One most important matter, and on which depended the comfort and happiness of his people, was the selection of a proper overseer.  On its becoming known that he required such a functionary, numbers of individuals who aspired to that dignified and honourable office applied forthwith; and as it was also known that the master was to be absent, and that, in consequence, the party having it under his entire control, could cut and slash without being interfered with, the value of the situation was greatly enhanced.  It had also another irresistible attraction, the absence of the master would enable the overseer to engage in the customary picking and stealing operations, with less chance of detection.

In consequence of all these advantages, there was no want of applicants.  Great bony New England men, traitors to the air they first breathed, came anxiously forward to secure the prize.  Mean, weasen-faced, poor white Georgians, who were able to show testimonials of their having produced large crops with a small number of hands, and who could tell to a fraction how long a slave could be worked on a given quantity of corn, also put in their claims for consideration.  Short, thick-set men, with fierce faces, who gloried in the fact that they had at various times killed refractory negroes, also presented themselves to undergo the necessary examination.

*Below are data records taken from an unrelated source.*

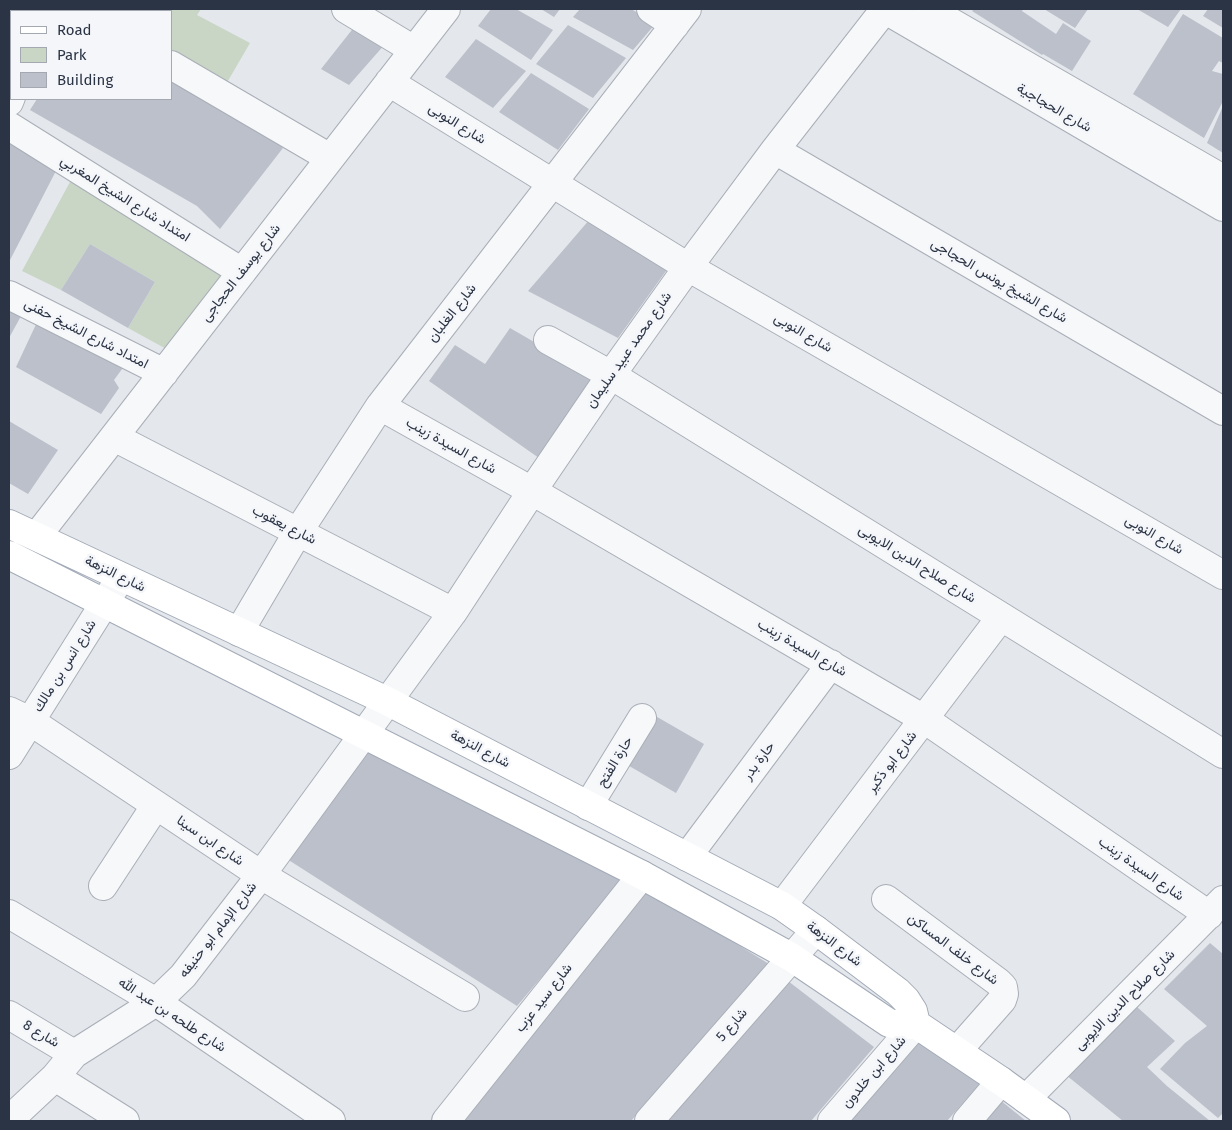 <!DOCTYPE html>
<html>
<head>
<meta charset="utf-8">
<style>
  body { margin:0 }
  #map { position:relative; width:1232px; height:1130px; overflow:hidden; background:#e4e7ec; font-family:"Fira Sans",sans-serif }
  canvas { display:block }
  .frame { position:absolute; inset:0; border:10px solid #2b3445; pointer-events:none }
  .legend { position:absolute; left:10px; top:10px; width:162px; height:90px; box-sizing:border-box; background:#f4f6f9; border:1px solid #a4a8b1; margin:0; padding:6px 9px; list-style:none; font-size:15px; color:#2b3445 }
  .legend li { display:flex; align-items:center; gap:10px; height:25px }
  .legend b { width:25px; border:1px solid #a4a8b1 }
</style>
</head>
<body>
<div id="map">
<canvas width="1232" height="1130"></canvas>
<div class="frame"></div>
<ul class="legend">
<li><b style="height:6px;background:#fff"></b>Road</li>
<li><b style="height:14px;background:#c9d6c5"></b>Park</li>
<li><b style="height:14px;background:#bbc0ca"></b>Building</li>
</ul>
</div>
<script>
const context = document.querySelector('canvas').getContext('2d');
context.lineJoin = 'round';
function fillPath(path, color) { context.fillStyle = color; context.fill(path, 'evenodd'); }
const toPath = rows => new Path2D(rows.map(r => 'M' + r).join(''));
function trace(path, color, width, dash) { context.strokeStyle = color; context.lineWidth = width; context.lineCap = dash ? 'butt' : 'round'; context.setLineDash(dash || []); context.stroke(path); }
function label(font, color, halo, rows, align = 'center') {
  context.font = font + ' "Fira Sans",Vazirmatn,sans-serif'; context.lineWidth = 5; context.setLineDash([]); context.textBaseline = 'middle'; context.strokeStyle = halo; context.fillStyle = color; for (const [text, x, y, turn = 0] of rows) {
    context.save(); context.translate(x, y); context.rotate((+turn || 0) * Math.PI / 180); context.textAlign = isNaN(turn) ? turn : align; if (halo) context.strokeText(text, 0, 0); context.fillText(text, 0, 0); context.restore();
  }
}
const green = toPath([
  [102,9,201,9,197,15,250,43,225,86,171,52,171,11,106,11],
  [71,180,226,268,170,351,128,328,155,282,90,244,61,290,22,271]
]);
const building = toPath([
  [9,9,20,9,19,11,11,11,11,24,9,28],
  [491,9,516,9,553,30,531,60,478,26],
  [541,9,560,9,554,17],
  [580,9,631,9,656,23,633,50,573,17],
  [974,9,1023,9,1022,11,1056,34,1063,23,1091,41,1072,71,1043,54,1042,55,972,11],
  [1044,9,1088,9,1075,28],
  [1137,9,1181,9,1168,27],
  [1208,9,1223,9,1223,28,1203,16],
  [1183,14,1223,38,1223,63,1219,61,1212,71,1223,74,1223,101,1204,138,1133,94],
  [568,25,626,58,593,98,536,64],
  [355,26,386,43,349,85,321,69],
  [476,39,526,71,493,108,445,77],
  [531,73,589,109,558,150,499,112],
  [171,76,247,118,283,148,220,229,197,206,30,110,37,99,171,99],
  [1223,106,1223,153,1207,143],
  [9,137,58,167,9,262],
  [590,219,671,264,618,338,528,291],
  [90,244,155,282,128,328,61,290],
  [9,300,26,307,9,338],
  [39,318,125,365,114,380,119,388,101,414,16,367],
  [510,328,598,379,539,458,429,381,455,345,485,364],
  [9,421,58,450,28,494,9,483],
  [652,714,704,744,676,793,624,763],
  [366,742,627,876,517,1006,287,859],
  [646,888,769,964,631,1121,462,1121],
  [1210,943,1223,954,1223,1113,1218,1118,1160,1069,1185,1043,1207,1026,1164,989],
  [788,981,874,1047,811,1121,665,1121],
  [1136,1006,1175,1041,1147,1067,1167,1086,1210,1121,1123,1121,1066,1075],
  [916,1040,980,1083,947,1121,847,1121],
  [1000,1100,1026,1121,982,1121]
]);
const minor = toPath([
  [76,9,80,11],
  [346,9,414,50],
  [651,9,675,25],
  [884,9,1223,207],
  [928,9,1223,179],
  [171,65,330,158],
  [389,82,688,267,1223,575],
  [9,102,11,97],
  [9,126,242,272],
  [775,150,1223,411],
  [9,295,164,373],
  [548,340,611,375,1223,754],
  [380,406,532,491,924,719,1209,915],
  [114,437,453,612],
  [37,536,446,9],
  [239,632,298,532,380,406,687,9],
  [9,711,30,721,261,875,465,997],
  [9,755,121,577],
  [588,806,642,718],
  [687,857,831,664],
  [103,886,156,805],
  [886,899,998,982,1003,987,1004,994,1002,1000,957,1051],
  [782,906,1001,617],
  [9,914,156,1002,331,1121],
  [9,1015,74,1054],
  [55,1077,125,1121],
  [1026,1099,1223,900],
  [9,1120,55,1077,74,1054,156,1002,183,976,261,875,453,612,532,491,611,375,688,267,775,150,885,9],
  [446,1121,642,875],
  [649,1121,816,930],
  [832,1121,916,1024],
  [967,1121,1001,1081]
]);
const major = toPath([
  [9,524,387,701,782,906,816,930,898,992,906,1000,913,1011,916,1024,1001,1081,1056,1121],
  [9,555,642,875,791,957,889,1023,903,1026,916,1024]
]);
const streetNames = [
  ["شارع الحجاجية",1054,108,30],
  ["شارع النوبى",457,124,32],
  ["امتداد شارع الشيخ المغربي",125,199,32],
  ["شارع يوسف الحجاجى",241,273,-52],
  ["شارع الشيخ يونس الحجاجى",999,281,30],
  ["شارع الغلبان",452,313,-52],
  ["شارع النوبى",803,333,30],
  ["امتداد شارع الشيخ حفنى",86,334,27],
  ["شارع محمد عبيد سليمان",629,350,-55],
  ["شارع السيدة زينب",451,446,29],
  ["شارع يعقوب",284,525,27],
  ["شارع النوبى",1154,535,30],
  ["شارع صلاح الدين الايوبى",917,564,32],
  ["شارع النزهة",115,574,26],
  ["شارع السيدة زينب",802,648,30],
  ["شارع انس بن مالك",65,666,-58],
  ["شارع النزهة",480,749,28],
  ["حارة بدر",759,761,-53],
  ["حارة الفتح",615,762,-59],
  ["شارع ابو ذكير",892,762,-53],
  ["شارع ابن سينا",210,841,34],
  ["شارع السيدة زينب",1141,869,35],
  ["شارع الإمام ابو حنيفه",218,930,-52],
  ["شارع النزهة",834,944,37],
  ["شارع خلف المساكن",953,949,37],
  ["شارع سيد عزب",544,998,-52],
  ["شارع صلاح الدين الايوبى",1125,1000,-45],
  ["شارع طلحه بن عبد الله",172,1015,33],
  ["شارع 5",732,1025,-49],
  ["شارع 8",41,1034,31],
  ["شارع ابن خلدون",874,1072,-49]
];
fillPath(green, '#c9d6c5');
fillPath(building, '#bbc0ca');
trace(minor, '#a9aeb7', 30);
trace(major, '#a3abb8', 30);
trace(minor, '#f7f8fa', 28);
trace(major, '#fff', 28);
label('14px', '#2b3445', '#f4f6f9', streetNames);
</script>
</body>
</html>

Mr. Garie sickened as he contemplated the motley mass of humanity that presented itself with such eagerness for the attainment of so degrading an office; and as he listened to their vulgar boastings and brutal language, he blushed to think that such men were his countrymen.

Never until now had he had occasion for an overseer.  He was not ambitious of being known to produce the largest crop to the acre, and his hands had never been driven to that shocking extent, so common with his neighbours.  He had been his own manager, assisted by an old negro, called Ephraim—­most generally known as Eph, and to him had been entrusted the task of immediately superintending the hands engaged in the cultivation of the estate.  This old man was a great favourite with the children, and Clarence, who used to accompany him on his pony over the estate, regarded him as the most wonderful and accomplished coloured gentleman in existence.

Eph was in a state of great perturbation at the anticipated change, and he earnestly sought to be permitted to accompany them to the North.  Mr. Garie was, however, obliged to refuse his request, as he said, that it was impossible that the place could get on without him.

An overseer being at last procured, whose appearance and manners betokened a better heart than that of any who had yet applied for the situation, and who was also highly-recommended for skill and honesty; nothing now remained to prevent Mr. Garie’s early departure.

CHAPTER VI.

Pleasant News.

One evening Mr. Ellis was reading the newspaper, and Mrs. Ellis and the girls were busily engaged in sewing, when who should come in but Mr. Walters, who had entered without ceremony at the front door, which had been left open owing to the unusual heat of the weather.